A quick tip and bit of code: if you’re outputting a lot of Kubernetes metadata using the --show-labels command, it can feel like looking for a needle in a haystack. The snippet below colorizes key label outputs to make them stand out.

The Code Snippet

When working with Kubernetes, it can be helpful to visually scan for certain node labels—such as service.cilium.io/node=... or custom readiness flags like ingress-ready=true. Using a simple awk script, we can colorize these labels directly in our terminal output. This script uses ANSI escape codes to wrap matched text in color and awk’s gsub() function to apply substitutions line by line. It’s a lightweight and effective way to highlight key data points in otherwise dense CLI output.
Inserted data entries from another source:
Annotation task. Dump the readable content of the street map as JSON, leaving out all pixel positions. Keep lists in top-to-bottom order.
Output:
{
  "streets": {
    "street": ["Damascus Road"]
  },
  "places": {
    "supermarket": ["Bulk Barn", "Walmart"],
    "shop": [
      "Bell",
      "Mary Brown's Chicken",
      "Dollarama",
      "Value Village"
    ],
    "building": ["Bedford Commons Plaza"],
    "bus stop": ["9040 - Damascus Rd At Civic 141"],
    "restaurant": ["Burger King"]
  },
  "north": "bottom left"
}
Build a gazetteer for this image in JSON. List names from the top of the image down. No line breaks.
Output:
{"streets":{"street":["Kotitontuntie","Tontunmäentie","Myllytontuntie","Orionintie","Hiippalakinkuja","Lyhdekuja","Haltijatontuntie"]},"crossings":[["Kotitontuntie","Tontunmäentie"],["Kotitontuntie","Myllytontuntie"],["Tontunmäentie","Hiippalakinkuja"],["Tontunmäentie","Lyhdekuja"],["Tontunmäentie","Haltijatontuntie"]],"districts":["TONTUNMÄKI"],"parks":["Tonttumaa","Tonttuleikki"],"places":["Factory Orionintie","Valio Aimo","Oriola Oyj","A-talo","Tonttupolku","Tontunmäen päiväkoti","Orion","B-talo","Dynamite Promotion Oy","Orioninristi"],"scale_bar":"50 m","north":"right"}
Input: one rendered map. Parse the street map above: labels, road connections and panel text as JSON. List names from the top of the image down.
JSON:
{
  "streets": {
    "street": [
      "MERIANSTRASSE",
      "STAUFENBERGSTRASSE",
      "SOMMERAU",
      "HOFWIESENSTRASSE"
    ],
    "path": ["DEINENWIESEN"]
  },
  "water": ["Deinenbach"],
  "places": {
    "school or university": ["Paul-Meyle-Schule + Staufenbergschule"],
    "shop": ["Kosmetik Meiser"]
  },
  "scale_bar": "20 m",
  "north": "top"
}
kubectl get ciliumnodes --show-labels | awk '
BEGIN {
  color_start = "\033[1;36m"; # cyan
  color_end = "\033[0m";
}
{
  gsub(/service\.cilium\.io\/node=[^, ]+/, color_start "&" color_end);
  gsub(/ingress-ready=true/, color_start "&" color_end);
  print
}'

Screenshot Example


Screenshot showing the use of an awk command to color-highlight the ingress-ready=true label in red within kubectl get ciliumnodes --show-labels output in a Kubernetes terminal session.

Breakdown of the Code

We pipe the output of the kubectl command to awk. The BEGIN block sets up the ANSI color codes used for matching patterns.

  • \033[1;36m is an ANSI escape code that starts cyan-colored text.
  • \033[0m resets the text color back to normal.

gsub(...)

These two lines apply substitutions to each input line:

  • gsub() is a global substitution function that replaces all matches in the line.
    • service\.cilium\.io\/node=[^, ]+ matches a full key-value pair like service.cilium.io/node=mynode
    • [^, ]+ grabs the node value until the next comma or space
    • ingress-ready=true matches the exact label string
    • & refers to the entire matched string, which we wrap in color codes

print

This prints the modified line after substitutions are applied.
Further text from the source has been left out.